Night Wolf V.League 1 – 2022
- Season: 2022
- Dates: 25 February – 19 November
- Champions: Hanoi FC 6th VL1 title 6th Vietnamese title
- Relegated: Saigon FC
- Champions League: Hanoi FC Haiphong FC
- Matches: 156
- Goals: 380 (2.44 per match)
- Top goalscorer: Rimario Gordon (17 goals)
- Biggest home win: Dong A Thanh Hoa 4–0 Saigon FC (16 July) Viettel 4–0 Nam Dinh (15 September) Hanoi FC 5–1 Becamex Binh Duong (1 October)
- Biggest away win: Ho Chi Minh City FC 0–6 Hanoi FC (19 October)
- Highest scoring: Hong Linh Ha Tinh 3–4 Saigon FC (30 July) Haiphong FC 4–3 Ho Chi Minh City FC (26 August) Hanoi FC 5–2 Nam Dinh FC (15 October)
- Longest winning run: Hanoi FC (7 matches)
- Longest unbeaten run: Haiphong FC (14 matches)
- Longest winless run: Hong Linh Ha Tinh (11 matches)
- Longest losing run: Ho Chi Minh City FC Saigon FC SHB Da Nang (4 matches)
- Highest attendance: 22,000 Haiphong FC 3–2 Hanoi FC (23 October)
- Lowest attendance: 1,000 Hong Linh Ha Tinh 0–1 Haiphong FC (25 February)
- Total attendance: 979,500
- Average attendance: 6,402 (excluding matches played behind closed doors)

= 2022 V.League 1 =

66th season of the highest division of association football in Vietnam

The 2022 V.League 1, known as the Night Wolf V.League 1 (Giải bóng đá Vô địch Quốc gia Night Wolf 2022) for sponsorship reasons, was the 39th season of the V.League 1, the highest division of Vietnamese football and the 22nd as a professional league. The season started on 25 February 2022, and ended on 20 November.

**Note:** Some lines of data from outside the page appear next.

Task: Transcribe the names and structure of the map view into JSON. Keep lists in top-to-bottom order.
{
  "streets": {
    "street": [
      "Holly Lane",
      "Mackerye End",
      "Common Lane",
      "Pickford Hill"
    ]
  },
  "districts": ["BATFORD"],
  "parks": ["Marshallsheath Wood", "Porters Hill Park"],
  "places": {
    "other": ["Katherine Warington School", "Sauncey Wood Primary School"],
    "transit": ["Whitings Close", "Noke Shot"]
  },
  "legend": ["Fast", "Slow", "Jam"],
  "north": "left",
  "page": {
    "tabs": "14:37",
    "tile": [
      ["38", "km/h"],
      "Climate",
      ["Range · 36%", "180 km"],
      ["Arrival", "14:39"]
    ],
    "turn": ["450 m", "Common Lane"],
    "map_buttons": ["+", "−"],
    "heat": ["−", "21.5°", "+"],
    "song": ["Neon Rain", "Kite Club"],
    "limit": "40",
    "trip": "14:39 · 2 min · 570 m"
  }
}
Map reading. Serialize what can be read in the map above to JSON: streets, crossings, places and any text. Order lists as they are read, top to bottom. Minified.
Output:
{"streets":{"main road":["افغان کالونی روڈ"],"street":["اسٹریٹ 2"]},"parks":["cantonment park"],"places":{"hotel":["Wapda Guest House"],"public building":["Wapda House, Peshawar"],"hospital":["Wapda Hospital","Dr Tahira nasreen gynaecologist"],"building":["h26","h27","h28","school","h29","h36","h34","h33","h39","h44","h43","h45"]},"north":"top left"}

There was no defending champion as a result of the previous season being abandoned due to the COVID-19 pandemic.

There was a break from 14 March until 2 July to accommodate for the 2022 FIFA World Cup qualification and the delayed 2021 Southeast Asian Games.

Hanoi FC won their 6th league title on 13 November with one match to spare.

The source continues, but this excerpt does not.